Taking a day off from work or retirement is difficult for the formerly busy parish priest. In fact we clergy pride ourselves on being busy. That notion smacks a bit of justification by works. It often carries over into retirement. Not me. In addition to taking a day off from retirement, I schedule only one or two major activities a day. I attend a weekly vigil for peace. It is near the library where I make a weekly stop for books and DVDs. That’s it for that day.

Yet it is important to note that people are different. We have different paces and styles. Traveling is a good example. My wife, Ann, and many of my friends like to get to London or Paris and visit as many museums, grand houses, gardens, castles, ruins, plays and churches as possible. They go from breakfast to bedtime stopping only for lunch and dinner. Others are more like me. Up in the morning, I go off to the café for coffee, croissant and some fruit. I get the English edition of the Herald Tribune, read for an hour, do the crossword puzzle and jaunt off to a museum to join my wife for an hour and then a bite of lunch.

She goes on to other venues while I wander back to our hotel or apartment for a nap and some reading. I love to shop and cook in foreign climes so I do that so dinner is ready when Ann returns. We enjoy good restaurants and often go out to eat. Sometimes we go to the theater but more often we read and go to bed early. I have any number of friends who have similar lazy ways of touring. I used to feel guilty that I did not get more out of my travel dollars. I now am clear that I travel the way I do not the way I don’t. We are all different in the way we travel and choose to lead our lives.

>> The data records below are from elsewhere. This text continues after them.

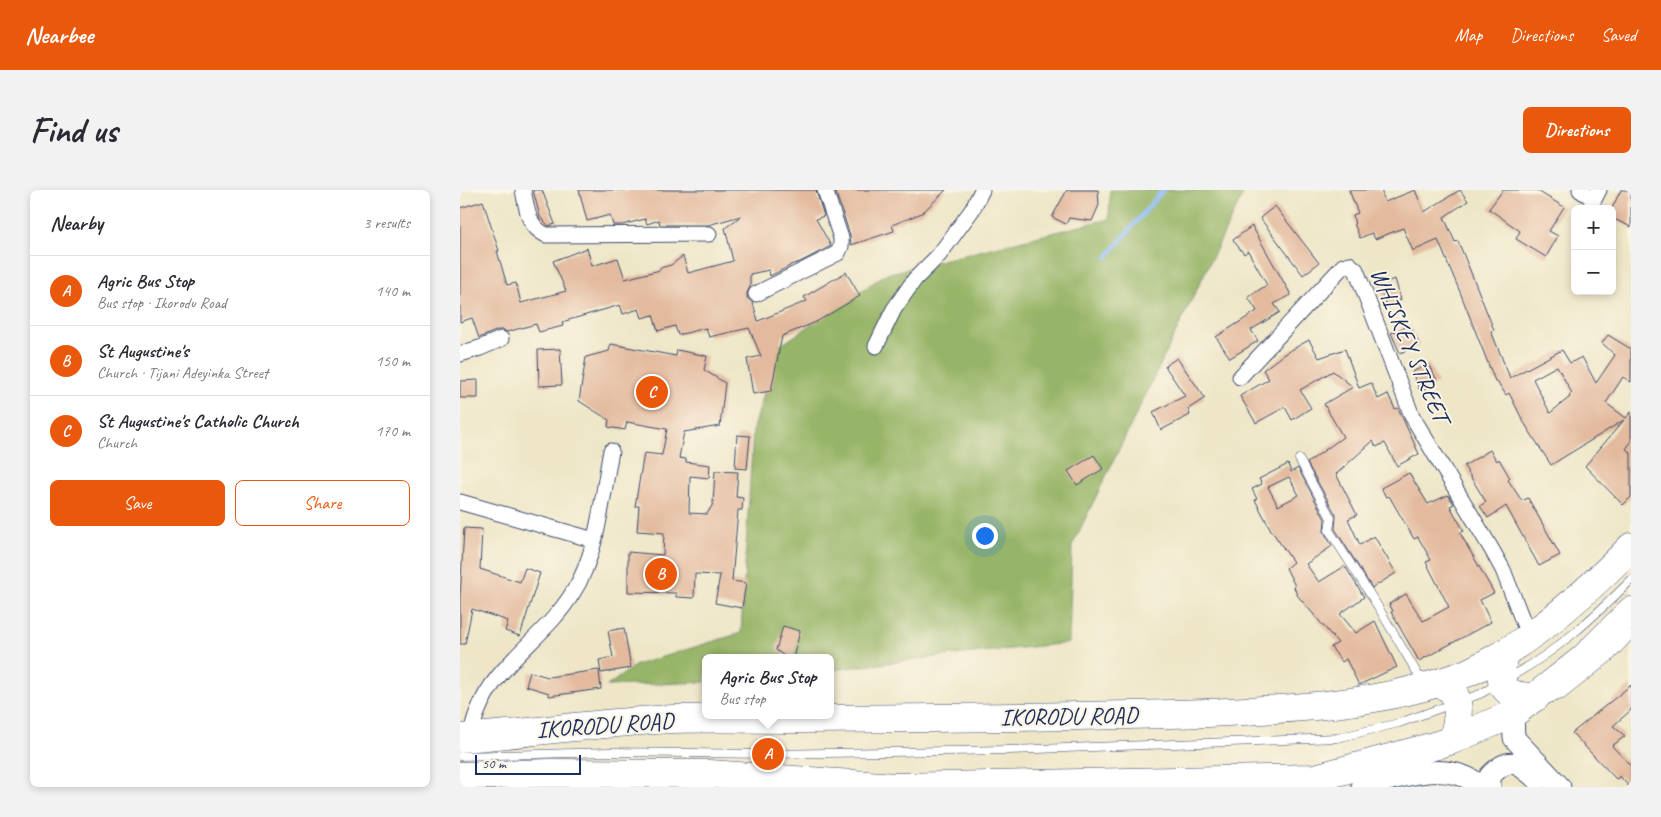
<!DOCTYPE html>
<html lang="en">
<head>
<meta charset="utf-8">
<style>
	body { margin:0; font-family:Caveat,sans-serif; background:#f2f2f3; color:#2b2b33 }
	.controls { position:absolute; right:15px; top:15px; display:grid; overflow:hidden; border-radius:8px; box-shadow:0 2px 8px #0003 }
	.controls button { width:45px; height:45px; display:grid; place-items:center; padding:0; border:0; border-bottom:1px solid #e1e1e2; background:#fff; color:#2b2b33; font:25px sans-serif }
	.scale { position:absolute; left:15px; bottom:12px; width:106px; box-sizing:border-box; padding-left:5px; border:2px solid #1b2f5e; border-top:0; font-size:14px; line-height:18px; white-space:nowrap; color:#1b2f5e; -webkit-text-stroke:4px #fcf5e5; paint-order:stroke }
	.you { position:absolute; left:524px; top:345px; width:18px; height:18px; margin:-12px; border:4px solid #fff; border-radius:50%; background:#1a73e8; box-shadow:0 0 0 8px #1a73e833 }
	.badge { display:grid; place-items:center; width:32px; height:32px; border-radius:50%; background:#ea580c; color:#fff; font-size:16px; font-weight:700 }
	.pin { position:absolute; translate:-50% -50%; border:2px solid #fff; box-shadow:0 1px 5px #0006 }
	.popup { position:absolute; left:242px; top:464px; width:132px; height:65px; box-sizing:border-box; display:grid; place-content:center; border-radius:8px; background:#fff; filter:drop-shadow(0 1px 4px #0005); font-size:16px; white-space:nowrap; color:#7c7c81 }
	.popup b { font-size:19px; color:#2b2b33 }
	.popup::after { content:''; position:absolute; left:50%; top:100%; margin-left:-10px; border:10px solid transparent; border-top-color:#fff }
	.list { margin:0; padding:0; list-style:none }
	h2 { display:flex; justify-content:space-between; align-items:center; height:65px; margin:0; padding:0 20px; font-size:21px }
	h2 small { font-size:16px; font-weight:400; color:#7c7c81 }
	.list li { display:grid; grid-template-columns:32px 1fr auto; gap:15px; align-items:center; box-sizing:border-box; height:70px; padding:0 20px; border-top:1px solid #e1e1e2 }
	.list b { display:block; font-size:19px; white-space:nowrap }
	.list p { margin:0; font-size:16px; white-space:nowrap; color:#7c7c81 }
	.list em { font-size:16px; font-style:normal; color:#7c7c81 }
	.actions { display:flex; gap:10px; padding:15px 20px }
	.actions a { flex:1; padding:11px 0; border:1px solid #ea580c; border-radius:8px; text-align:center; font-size:18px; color:#ea580c }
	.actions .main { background:#ea580c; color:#fff }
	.map { position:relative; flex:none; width:1171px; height:597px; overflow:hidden; border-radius:8px }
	header { display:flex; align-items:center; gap:30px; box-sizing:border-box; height:70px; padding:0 25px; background:#ea580c; color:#fff }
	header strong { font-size:24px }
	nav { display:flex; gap:28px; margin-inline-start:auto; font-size:18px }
	.intro { display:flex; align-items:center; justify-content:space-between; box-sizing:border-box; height:120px; padding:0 30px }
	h1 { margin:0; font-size:35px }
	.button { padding:12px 22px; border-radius:8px; background:#ea580c; color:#fff; font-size:18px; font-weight:700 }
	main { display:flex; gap:30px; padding:0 30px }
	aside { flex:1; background:#fff; border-radius:8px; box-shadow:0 2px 8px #0003 }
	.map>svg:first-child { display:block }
	.forest { fill:#97b567; stroke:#597262 }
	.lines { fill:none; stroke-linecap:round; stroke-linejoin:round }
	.stream { stroke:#89bbf6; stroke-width:4.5 }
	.building { fill:#e3ba9e; fill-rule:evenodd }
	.lane-casing { stroke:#3b4a6e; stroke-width:9 }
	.street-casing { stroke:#3b4a6e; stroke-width:17 }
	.secondary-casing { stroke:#3b4a6e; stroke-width:23 }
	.highway-casing { stroke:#3b4a6e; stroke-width:29 }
	.lane { stroke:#fff; stroke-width:8 }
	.street { stroke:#fff; stroke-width:15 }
	.secondary { stroke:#fff; stroke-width:21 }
	.highway { stroke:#fff; stroke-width:28 }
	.labels { text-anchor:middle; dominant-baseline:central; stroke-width:4; stroke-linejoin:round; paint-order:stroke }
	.street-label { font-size:24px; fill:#1b2f5e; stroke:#fcf5e5 }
</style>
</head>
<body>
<header>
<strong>Nearbee</strong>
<nav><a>Map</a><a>Directions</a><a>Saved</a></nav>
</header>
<div class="intro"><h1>Find us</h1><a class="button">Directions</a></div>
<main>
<aside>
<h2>Nearby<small>3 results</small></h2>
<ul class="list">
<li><span class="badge">A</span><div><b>Agric Bus Stop</b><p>Bus stop · Ikorodu Road</p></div><em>140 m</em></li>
<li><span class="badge">B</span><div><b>St Augustine's</b><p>Church · Tijani Adeyinka Street</p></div><em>150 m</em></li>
<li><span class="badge">C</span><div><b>St Augustine's Catholic Church</b><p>Church</p></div><em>170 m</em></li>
</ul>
<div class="actions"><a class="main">Save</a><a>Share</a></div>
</aside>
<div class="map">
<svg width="1171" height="597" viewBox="0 0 1171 597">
	<rect width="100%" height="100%" fill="#fcf5e5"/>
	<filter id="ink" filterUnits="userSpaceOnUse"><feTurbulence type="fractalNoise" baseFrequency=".02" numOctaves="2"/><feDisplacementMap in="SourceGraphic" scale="10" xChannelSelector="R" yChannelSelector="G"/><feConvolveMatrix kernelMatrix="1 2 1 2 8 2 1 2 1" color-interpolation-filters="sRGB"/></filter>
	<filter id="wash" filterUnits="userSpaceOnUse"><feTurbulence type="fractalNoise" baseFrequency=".0096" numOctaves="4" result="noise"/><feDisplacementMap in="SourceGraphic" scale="20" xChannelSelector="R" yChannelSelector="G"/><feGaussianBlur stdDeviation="1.12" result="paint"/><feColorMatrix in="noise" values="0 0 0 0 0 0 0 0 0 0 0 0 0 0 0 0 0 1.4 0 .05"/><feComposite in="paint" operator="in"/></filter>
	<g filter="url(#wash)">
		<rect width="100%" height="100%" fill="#eee6c7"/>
		<path class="forest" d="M 650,0 L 785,0 L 612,356 L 609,453 L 483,466 L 371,480 L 370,468 L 246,468 L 245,492 L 147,496 L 176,475 L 281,443 L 293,242 L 317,158 L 426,84 L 649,29 Z"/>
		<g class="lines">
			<path class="stream" d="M 647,67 L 703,0"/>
		</g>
		<g id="blocks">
			<path class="building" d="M 73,0 L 82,0 L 95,34 L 89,36 L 80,27 Z
				M 119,0 L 356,0 L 364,26 L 356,29 L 371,56 L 340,72 L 330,75 L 330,76 L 310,86 L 309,80 L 290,84 L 290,97 L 287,103 L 287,108 L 293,113 L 298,131 L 347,111 L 344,107 L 386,82 L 400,106 L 356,132 L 322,146 L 311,201 L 293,204 L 287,169 L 301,166 L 289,138 L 249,147 L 246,138 L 218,145 L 215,136 L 198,141 L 193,125 L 182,128 L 179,119 L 163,124 L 160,115 L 102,132 L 103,136 L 79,142 L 76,134 L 47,142 L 43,140 L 38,140 L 19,148 L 12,128 L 0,132 L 0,18 L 23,11 L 39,61 L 37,61 L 47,95 L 56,93 L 61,113 L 106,101 L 93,71 L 127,58 L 132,76 L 158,68 L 165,89 L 200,80 L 200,78 L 211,75 L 223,66 L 228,83 L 273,71 L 265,38 L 281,26 L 248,35 L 200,35 L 199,30 L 187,34 L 185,29 L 162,35 L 153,35 L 150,25 L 127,31 Z
				M 375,0 L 486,0 L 462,23 L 432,35 L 434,41 L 391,55 L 390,45 Z
				M 607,0 L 638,0 L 639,15 L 632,31 L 609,28 L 606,34 L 592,27 Z
				M 889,0 L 921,0 L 925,12 L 955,0 L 964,22 L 1000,0 L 1008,11 L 984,27 L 995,52 L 998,51 L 1014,90 L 1034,140 L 1031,141 L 1050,188 L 1102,160 L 1110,173 L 1122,167 L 1136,193 L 1155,165 L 1142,153 L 1148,145 L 1171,159 L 1171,192 L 1163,187 L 1146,213 L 1166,228 L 1171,222 L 1171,252 L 1166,259 L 1171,263 L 1171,307 L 1163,315 L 1125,276 L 1164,230 L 1091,275 L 1063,231 L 1049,203 L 1046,205 L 1037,191 L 1035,191 L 1000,102 L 978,50 L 953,61 L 943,38 L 915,49 L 912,43 L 900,48 L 895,36 L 893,25 L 898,23 ZM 1097,176 L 1112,203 L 1109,205 L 1110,207 L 1090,223 L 1073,189 Z
				M 1043,0 L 1076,0 L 1104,17 L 1089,41 L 1098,46 L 1086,67 L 1056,49 L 1060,41 L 1029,19 Z
				M 1161,0 L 1171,0 L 1171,37 L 1152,28 L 1152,18 Z
				M 815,16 L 859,73 L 843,85 L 800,28 Z
				M 792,36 L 831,105 L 814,114 L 820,122 L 791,140 L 798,151 L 770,168 L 756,147 L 797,121 L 788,107 L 807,95 L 788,61 L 784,64 L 773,50 Z
				M 935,89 L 941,110 L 926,115 L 919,94 Z
				M 950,135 L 959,155 L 940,163 L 931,143 Z
				M 849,150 L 859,168 L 885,159 L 899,198 L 911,193 L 918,209 L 928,204 L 935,219 L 938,218 L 959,264 L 937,276 L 925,253 L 916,257 L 913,251 L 876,284 L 897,325 L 888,329 L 900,355 L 914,346 L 936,383 L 912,398 L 875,339 L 876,325 L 847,273 L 883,247 L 864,214 L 893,197 L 873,181 L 840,200 L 851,218 L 832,230 L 825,217 L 796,233 L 780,206 L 809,189 L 803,180 L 824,164 Z
				M 151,154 L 216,166 L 217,160 L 247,166 L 244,180 L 265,193 L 260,236 L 224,242 L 219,268 L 226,269 L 226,272 L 250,275 L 249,288 L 230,286 L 229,323 L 247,324 L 253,314 L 255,281 L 278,282 L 276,307 L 283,308 L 282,320 L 278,320 L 272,391 L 286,393 L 282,418 L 255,413 L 260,385 L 235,384 L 234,408 L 216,407 L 216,403 L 168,402 L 168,362 L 203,365 L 204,343 L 177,341 L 179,316 L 175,316 L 184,263 L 202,265 L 207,239 L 167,232 L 165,240 L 148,237 L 149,230 L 119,211 L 126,167 L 149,161 Z
				M 100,159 L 102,195 L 79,196 L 78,160 Z
				M 717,168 L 745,208 L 728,219 L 730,225 L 701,240 L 693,222 L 725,206 L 705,176 Z
				M 969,174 L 978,193 L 960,201 L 952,182 Z
				M 18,190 L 18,208 L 0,208 L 0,191 Z
				M 277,245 L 290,246 L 287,279 L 275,278 Z
				M 1030,260 L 1037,271 L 1039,269 L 1050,288 L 1048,290 L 1062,311 L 1068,308 L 1100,365 L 1079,376 L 1046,316 L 1028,328 L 1020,316 L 1026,312 L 1004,276 Z
				M 634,265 L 643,279 L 617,295 L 608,281 Z
				M 828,274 L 831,282 L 838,278 L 865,329 L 864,342 L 872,356 L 846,374 L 859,392 L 885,376 L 904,407 L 880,424 L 896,443 L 915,431 L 937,477 L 901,494 L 899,495 L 886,469 L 882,472 L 871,457 L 878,453 L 837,405 L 834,397 L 835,396 L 826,378 L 833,372 L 811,340 L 795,310 L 797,309 L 792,299 L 802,294 L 799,289 ZM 829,287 L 839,305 L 818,316 L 808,297 Z
				M 949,283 L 968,314 L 988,305 L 994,314 L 990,316 L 1004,341 L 1000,343 L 1034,403 L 1020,410 L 1031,432 L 959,471 L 931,422 L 933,421 L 929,414 L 946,404 L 963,431 L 989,417 L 966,372 L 971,370 L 958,347 L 954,349 L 929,306 L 926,307 L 921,298 Z
				M 4,338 L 22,339 L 20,379 L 60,392 L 65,378 L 80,383 L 60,446 L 45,441 L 48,431 L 12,419 L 5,454 L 0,454 L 0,408 Z
				M 323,436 L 340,441 L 333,468 L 327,468 L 316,460 Z
				M 164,438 L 171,478 L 141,483 L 139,470 L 153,467 L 148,441 Z
				M 139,480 L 141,499 L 89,506 L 89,503 L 66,496 L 70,482 L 88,487 Z
				M 1171,495 L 1171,520 L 1153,536 L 1165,546 L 1152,556 L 1171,576 L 1171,597 L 1169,597 L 1160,586 L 1156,589 L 1112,543 Z"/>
		</g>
	</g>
	<g filter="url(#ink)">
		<use href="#blocks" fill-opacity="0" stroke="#3b4a6e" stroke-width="1"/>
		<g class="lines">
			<g class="lane-casing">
				<path id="lane" d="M 839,269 L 871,328 L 869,340 L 917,415 L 963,493
					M 1048,488 C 1095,463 1133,428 1171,390
					M 1089,509 L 1102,505 L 1151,466 L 1171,445
					M 0,566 L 150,562 L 308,564 L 548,560 L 877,548 L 939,533 L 1020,504 L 1038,494"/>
			</g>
			<g class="street-casing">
				<path id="street" d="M 63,0 C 67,18 67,36 86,45 L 249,44
					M 1120,0 L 1134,9
					M 1129,19 L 1139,0
					M 296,104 L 378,63 L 381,56 L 381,48 L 365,0
					M 416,156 L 434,119 L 455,89 L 479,65 L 512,20 L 522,0
					M 0,164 L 20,158 L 41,149
					M 780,187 L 883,76 L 889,74 L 896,80 L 952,226 L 1032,360 L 1043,380 L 1069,447
					M 0,312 L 134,350
					M 8,548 C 13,540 13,532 17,523 C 22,510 29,498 38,487 C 61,458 92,436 112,404 C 138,365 142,307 151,261"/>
			</g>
			<g class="secondary-casing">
				<path id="secondary" d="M 1053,524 L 1054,548 L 1100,597
					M 902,597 C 941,587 987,568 1022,597
					M 1030,597 L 1030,586 C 1051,564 1059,574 1078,590"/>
			</g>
			<g class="highway-casing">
				<path id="highway" d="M 1044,463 C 1038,495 1040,507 1076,507
					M 979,493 C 982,495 987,497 990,499 C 1003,511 997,536 992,550
					M 0,548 C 72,543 142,532 214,529 C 257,528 300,529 343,529 C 414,529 486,528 557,527 C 621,526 684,525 747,523 C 834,519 924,515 1007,483 C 1016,479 1025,474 1034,469 C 1085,440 1130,399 1171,357
					M 0,586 L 90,583 L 250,584 L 436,597 L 855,588 L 974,556 L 992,550 L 1053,524 L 1123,469 L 1171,421"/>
			</g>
			<use href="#lane" class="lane"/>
			<use href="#street" class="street"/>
			<use href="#secondary" class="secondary"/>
			<use href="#highway" class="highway"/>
		</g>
	</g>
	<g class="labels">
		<g class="street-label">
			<text transform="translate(950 155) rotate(67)">WHISKEY STREET</text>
			<text transform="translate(609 526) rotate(-1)">IKORODU ROAD</text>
			<text transform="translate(145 535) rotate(-4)">IKORODU ROAD</text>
		</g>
	</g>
</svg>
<div class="controls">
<button>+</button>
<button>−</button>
</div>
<div class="scale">50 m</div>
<div class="you"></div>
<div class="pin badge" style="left:308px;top:564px">A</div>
<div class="popup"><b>Agric Bus Stop</b>Bus stop</div>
<div class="pin badge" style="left:201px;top:384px">B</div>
<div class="pin badge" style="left:192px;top:202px">C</div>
</div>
</main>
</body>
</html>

We Anglicans don’t have rules hovering over us to order our lives, traveling, work or retirement. We have the enormous freedom of choosing our own path and program. The bad thing is that we often are in disarray about our schedules. The good thing is that we have the freedom to order our own lives. We can learn from the Jews and the Mormons, the Benedictines and Franciscans and spiritual directors that have sprung up among us. But finally it is up to us to order and regulate our lives for enjoyment and refreshment.

The old story is that God rested on the seventh day. The ancients knew that their bodies needed rest from toil in order to be creative and productive during the rest of the week. Working or retired, we Americans, clergy and lay, need to learn to rest, keep quiet, listen to music, enjoy nature and feel the pulsing of our bodies. So take a day off from retirement.